Marshall Leasing surveyed 200 of its own car-dominated customers with fleet sizes ranging from 20 vehicles to 1,600 and found that just 19% have a dedicated fleet manager.
The finance department is in charge of the car fleet for more than a quarter (27%) of businesses while 18% of respondents said a board director was responsible for company cars.
The HR department was the primary contact in 16% of companies, with a member of the admin team or procurement the key fleet decision-maker for 9% and 6% respectively.
“There are multiple reasons for this spread of responsibility,” said Jonathan Ross, sales and marketing director at Marshall Leasing.
“We’ve seen a great swing in recent years in terms of influence over policy from finance to personnel.”
Procurement takes increasing role
Pre-recession, this was originally driven by recruitment considerations, where the choice of vehicle could make a difference to staff retention and recruitment.
“Subsequently, a focus on health and safety and benefit-in-kind implications also made for a far greater level of HR involvement,” said Ross.
“In current times, as belts have been tightened, procurement has naturally been brought in.

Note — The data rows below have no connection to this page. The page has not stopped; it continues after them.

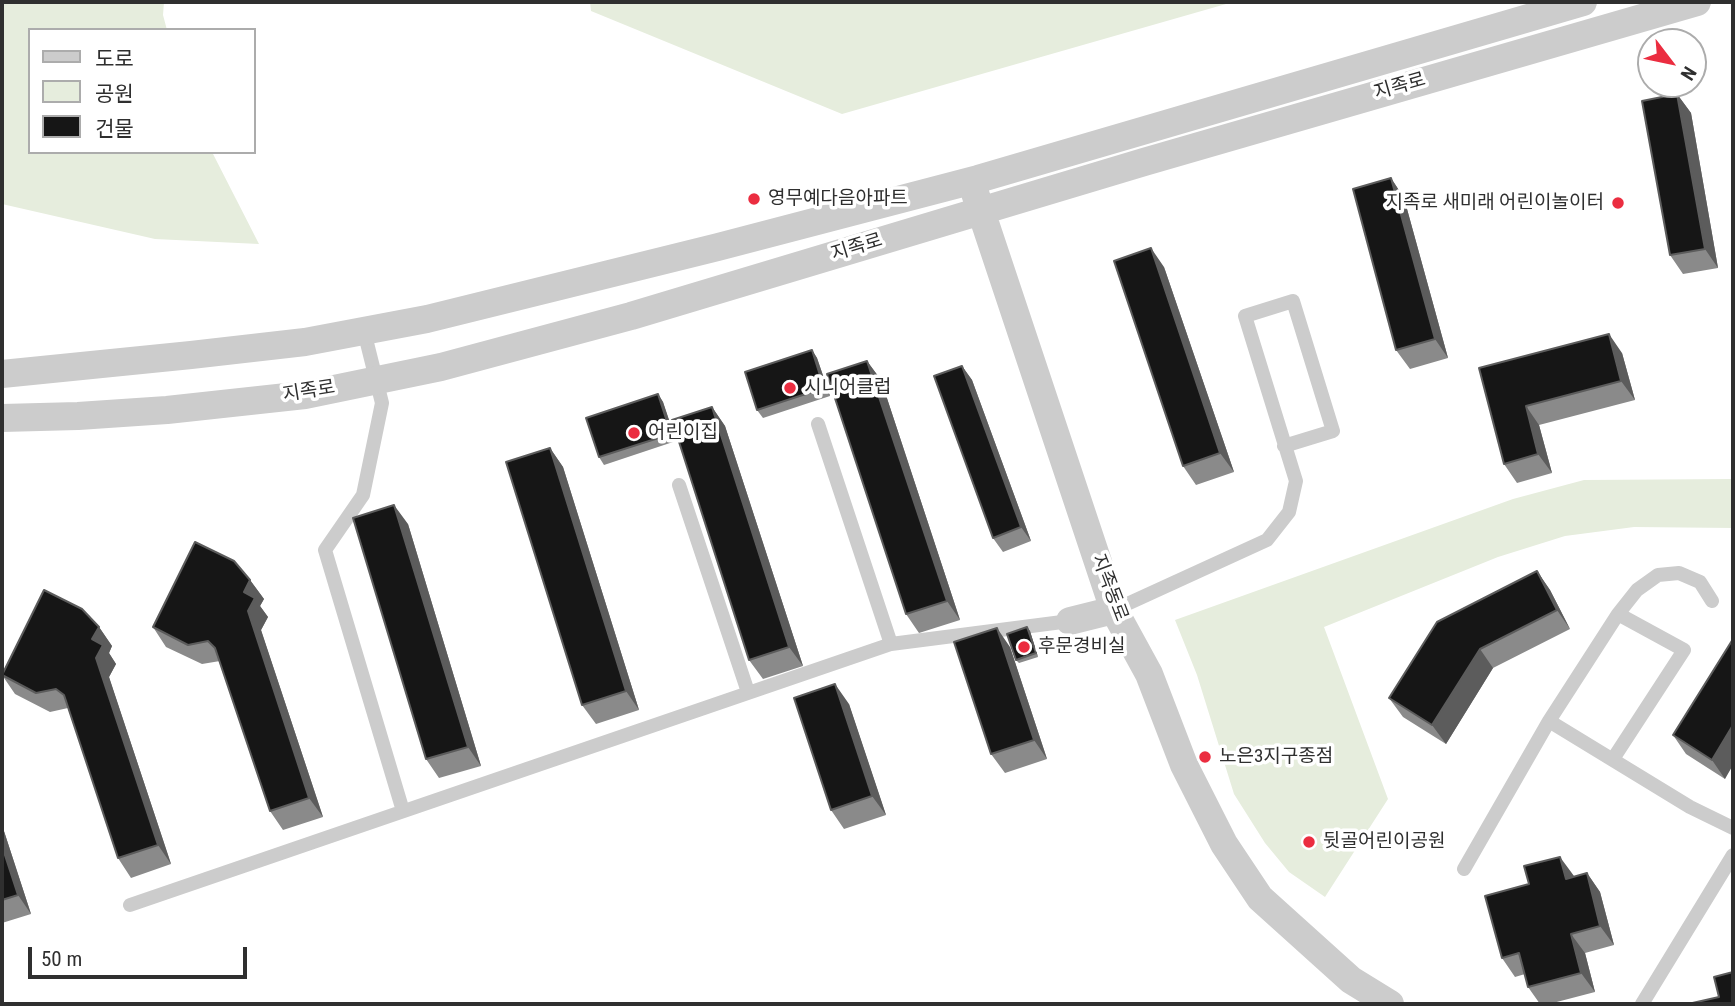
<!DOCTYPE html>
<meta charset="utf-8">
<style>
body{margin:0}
#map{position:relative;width:1735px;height:1006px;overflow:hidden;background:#fff;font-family:"Roboto Condensed","Noto Sans KR",sans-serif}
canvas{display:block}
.frame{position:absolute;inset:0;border:4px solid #2f2f2f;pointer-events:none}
.legend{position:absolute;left:28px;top:28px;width:228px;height:126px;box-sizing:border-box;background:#fff;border:2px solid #acacac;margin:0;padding:9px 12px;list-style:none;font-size:21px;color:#2f2f2f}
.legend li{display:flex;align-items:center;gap:14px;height:35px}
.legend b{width:35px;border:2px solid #acacac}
.north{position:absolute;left:1637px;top:28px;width:70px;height:70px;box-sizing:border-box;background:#fff;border:2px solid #acacac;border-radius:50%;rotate:122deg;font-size:19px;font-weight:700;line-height:28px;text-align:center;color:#2f2f2f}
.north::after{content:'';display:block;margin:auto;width:24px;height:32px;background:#eb2d40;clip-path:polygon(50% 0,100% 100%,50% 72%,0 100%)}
.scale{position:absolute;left:28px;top:947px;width:219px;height:32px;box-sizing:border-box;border:4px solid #2f2f2f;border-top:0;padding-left:9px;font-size:21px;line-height:24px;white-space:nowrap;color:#2f2f2f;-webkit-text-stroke:5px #fff;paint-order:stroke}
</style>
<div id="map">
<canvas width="1735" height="1006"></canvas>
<div class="frame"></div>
<ul class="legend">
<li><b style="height:9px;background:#ccc"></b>도로</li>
<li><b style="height:19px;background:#e6eddd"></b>공원</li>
<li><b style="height:19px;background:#161616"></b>건물</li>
</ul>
<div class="north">N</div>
<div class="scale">50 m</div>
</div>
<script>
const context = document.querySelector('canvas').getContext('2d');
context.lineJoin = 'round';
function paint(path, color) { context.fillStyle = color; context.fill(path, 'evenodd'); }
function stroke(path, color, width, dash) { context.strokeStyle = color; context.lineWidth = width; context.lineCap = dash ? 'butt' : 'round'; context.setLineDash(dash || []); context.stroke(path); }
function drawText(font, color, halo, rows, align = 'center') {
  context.font = font + ' "Roboto Condensed","Noto Sans KR",sans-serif'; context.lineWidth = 7; context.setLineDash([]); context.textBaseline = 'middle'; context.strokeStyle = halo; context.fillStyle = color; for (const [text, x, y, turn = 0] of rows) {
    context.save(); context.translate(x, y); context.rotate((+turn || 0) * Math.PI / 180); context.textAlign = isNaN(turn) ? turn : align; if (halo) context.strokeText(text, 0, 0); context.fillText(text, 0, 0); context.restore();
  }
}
const green = new Path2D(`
 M2,2H164L163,15L167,30H30V152H212L259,244L155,239L2,204Z
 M590,2H1233L842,114L591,11Z
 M1733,479V528L1634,527L1565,536L1498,557L1324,627L1388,799L1325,897L1289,872L1265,843L1234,794L1197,675L1175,620L1513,499L1584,480Z`);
const lane = new Path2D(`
 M364,331L382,403L363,495L325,550L403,811
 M818,424L891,644
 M679,485L748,692
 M1114,610L1267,540L1289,512L1296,481L1245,316L1293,301L1333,431L1284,446
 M1618,614L1637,590L1658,575L1679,573L1700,582L1712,601
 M1549,721L1690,807L1733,828
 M1464,869L1549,721L1618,614L1684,650L1613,759
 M130,905L891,644L1070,621
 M1642,1004L1733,855`);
const street = new Path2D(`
 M975,193L1114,610L1149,674L1184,765L1224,844L1260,898L1351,980L1390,1004
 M2,374L191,355L305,342L427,319L718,247L978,179L1583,2
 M2,418L78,416L167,410L305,395L441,367L631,316L1144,162L1697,2
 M1070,621L1114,610`);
const wall = new Path2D(`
 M1677,94L1691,113L1718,268L1683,274L1670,255Z
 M1391,178L1404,198L1448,358L1410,369L1396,350Z
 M1164,267L1234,472L1196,485L1183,466Z
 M812,350L817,358L830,396L763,418L757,410Z
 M1622,353L1635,400L1539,425L1552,473L1517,483L1504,464L1479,368Z
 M867,361L881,380L960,620L919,633L906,614Z
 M962,366L972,380L1031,541L1003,552L993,538Z
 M658,394L663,402L676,441L604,465L599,457Z
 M712,407L725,426L803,666L763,679L749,660Z
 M550,448L563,467L639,710L596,724L582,705Z
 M408,524L481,766L439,778L426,759Z
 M1537,571L1550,590L1570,629L1493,668L1446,744L1403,717L1389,698Z
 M250,580L264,599L260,606L268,617L261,630L323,817L283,830L270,811L220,661L202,664L166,647L153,627Z
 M99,627L112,646L109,653L116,664L109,677L171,864L131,878L118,858L68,708L50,712L15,694L2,675Z
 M1027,627L1030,631L1038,657L1019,663L1016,660Z
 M1733,639L1725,779L1686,754L1673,735Z
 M1010,647L1047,759L1005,773L991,754Z
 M849,704L886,815L844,829L831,810Z
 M2,825L31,914L2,923Z
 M1587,873L1600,892L1614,945L1585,953L1595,992L1549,1004H1540L1528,987L1525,974L1515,977L1502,958L1574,877Z`);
const shadedWall = new Path2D(`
 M1677,94L1691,113L1718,268L1705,249Z
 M1391,178L1404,198L1448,358L1435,339Z
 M1151,248L1164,267L1234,472L1220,453Z
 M1609,334L1622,353L1635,400L1621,381Z
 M812,350L817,358L830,396L824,388Z
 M867,361L881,380L960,620L947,601Z
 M962,366L972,380L1031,541L1021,527Z
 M658,394L663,402L676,441L671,434Z
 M1526,406L1539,425L1552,473L1538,454Z
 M712,407L725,426L803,666L789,647Z
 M550,448L563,467L639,710L626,691Z
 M394,505L408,524L481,766L468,747Z
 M1537,571L1550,590L1570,629L1557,610Z
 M250,580L264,599L260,606L268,617L261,630L323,817L309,798L248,611L244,592Z
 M99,627L112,646L109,653L116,664L109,677L171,864L158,845L96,658L92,639Z
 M1027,627L1030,631L1038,657L1036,653Z
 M997,628L1010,647L1047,759L1034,740Z
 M1480,649L1493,668L1446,744L1432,725Z
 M835,684L849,704L886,815L872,796Z
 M1733,725V765L1725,779L1712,760Z
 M2,825L31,914L18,895L2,846Z
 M1560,857L1574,876L1579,898L1566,879Z
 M1587,873L1600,892L1614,945L1600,926Z
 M1571,934L1585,953L1595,992L1581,973Z`);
const building = new Path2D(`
 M1677,94L1705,249L1670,255L1642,101Z
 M1391,178L1435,339L1396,350L1353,189Z
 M1151,248L1220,453L1183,466L1114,261Z
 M1609,334L1621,381L1526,406L1538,454L1504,464L1479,368Z
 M812,350L824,388L757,410L745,372Z
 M867,361L947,601L906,614L827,374Z
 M962,366L1021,527L993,538L934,376Z
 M658,394L671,434L599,457L586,418Z
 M712,407L789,647L749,660L672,420Z
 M550,448L626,691L582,705L506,462Z
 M394,505L468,747L426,759L353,518Z
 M195,542L234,561L250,580L244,592L255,598L248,611L309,798L270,811L215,648L208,641L188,645L153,627Z
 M1537,571L1557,610L1480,649L1432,725L1389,698L1437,622Z
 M44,590L82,609L99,627L92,639L103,645L96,658L158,845L118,858L64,695L56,689L36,693L2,675Z
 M1027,627L1036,653L1016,660L1007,634Z
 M997,628L1034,740L991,754L954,642Z
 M1733,639V725L1712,760L1673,735Z
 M835,684L872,796L831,810L794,698Z
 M2,846L18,895L2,900Z
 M1560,857L1566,879L1587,873L1600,926L1571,934L1581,973L1528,987L1519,953L1502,958L1485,896L1529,884L1524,866Z
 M1733,972V1004H1688L1719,997L1714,977Z`);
const markers = [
 [754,199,7,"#eb2d40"],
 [1618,203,7,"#eb2d40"],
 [790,388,7,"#eb2d40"],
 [634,433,7,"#eb2d40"],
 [1024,647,7,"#eb2d40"],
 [1205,757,7,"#eb2d40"],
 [1309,842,7,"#eb2d40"]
];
const streetNames = [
 ["지족로",1400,87,-16],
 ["지족로",857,248,-17],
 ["지족로",309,392,-9],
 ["지족동로",1109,588,69]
];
const poiNames = [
 ["영무예다음아파트",768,199],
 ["지족로 새미래 어린이놀이터",1604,203,"right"],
 ["시니어클럽",804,388],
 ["어린이집",648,433],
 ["후문경비실",1038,647],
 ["노은3지구종점",1219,757],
 ["뒷골어린이공원",1323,842]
];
paint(green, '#e6eddd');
stroke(lane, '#ccc', 14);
stroke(street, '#ccc', 28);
paint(wall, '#8a8a8a');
paint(shadedWall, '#5c5c5c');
paint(building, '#161616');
stroke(building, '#5c5c5c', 2);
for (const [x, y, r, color] of markers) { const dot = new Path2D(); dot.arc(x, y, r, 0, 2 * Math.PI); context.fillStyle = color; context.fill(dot); stroke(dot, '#fff', 2.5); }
drawText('19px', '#2f2f2f', '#fff', streetNames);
drawText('19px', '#2f2f2f', '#fff', poiNames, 'left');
</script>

Its job has been to investigate how economies might be achieved through the tendering process.”
Now, with changes to writing down allowances and on/off balance sheet considerations, the survey suggests that it is becoming the turn again of the financial influencers to control policy.
“These considerations make the job of providing workable solutions challenging,” said Ross.
He told Fleet News that the biggest impact on the leasing provider occurs when you have multiple parties with conflicting agendas.
“HR might be concerned about motivational choice, while procurement might focus on single badge best discounts,” added Ross.
“Fleet traditionally has had to balance conflicts of interest internally.
“For an outsourced provider, challenges may come in the form of balancing the emotive interests, understanding who you are reporting to and policing the account.”
Establishing a strong internal and external car policy is essential, with consultation key to determining a solution that includes all concerned.
“Every business is different,” said Ross. “Turning conflict into something constructive takes an open mind and creative approach.
“But if departments can use the company car as an opportunity to work together, then the results can be rewarding.
“We’ve seen businesses that have been transformed by taking this approach.”
While the Marshall survey suggests the role of the fleet manager is in terminal decline, other research does not paint such a bleak picture, particularly when vans are involved.
Fleet News’s own controlled circulation figures reveal that 28% of its 15,800 readership of car and van fleet decision-makers have fleet management as their primary job function, while 16% are employed in transport management. However, how a dedicated fleet manager is perceived can split opinion.
Fewer than half of fleet managers (44.6%) believed that the role was seen as a professional position by company directors, according to a Fleet News poll earlier this year.
Organisations such as the Institute of Car Fleet Management (ICFM) and ACFO have worked hard to improve professionalism.
ICFM offers fleet decision-makers, as well as those in related industries, the chance to study for a recognised fleet qualification.
But even it recognises that today’s fleet manager often has cross-department responsibilities including procurement, HR, facilities or finance.
Fleet size has a part to play in determining whether a company employs a fleet manager.
Marshall Leasing’s data showed businesses with larger fleets were more likely to have a dedicated fleet decision-maker; responsibility for those with smaller fleets tended to fall to a board director or was covered under admin.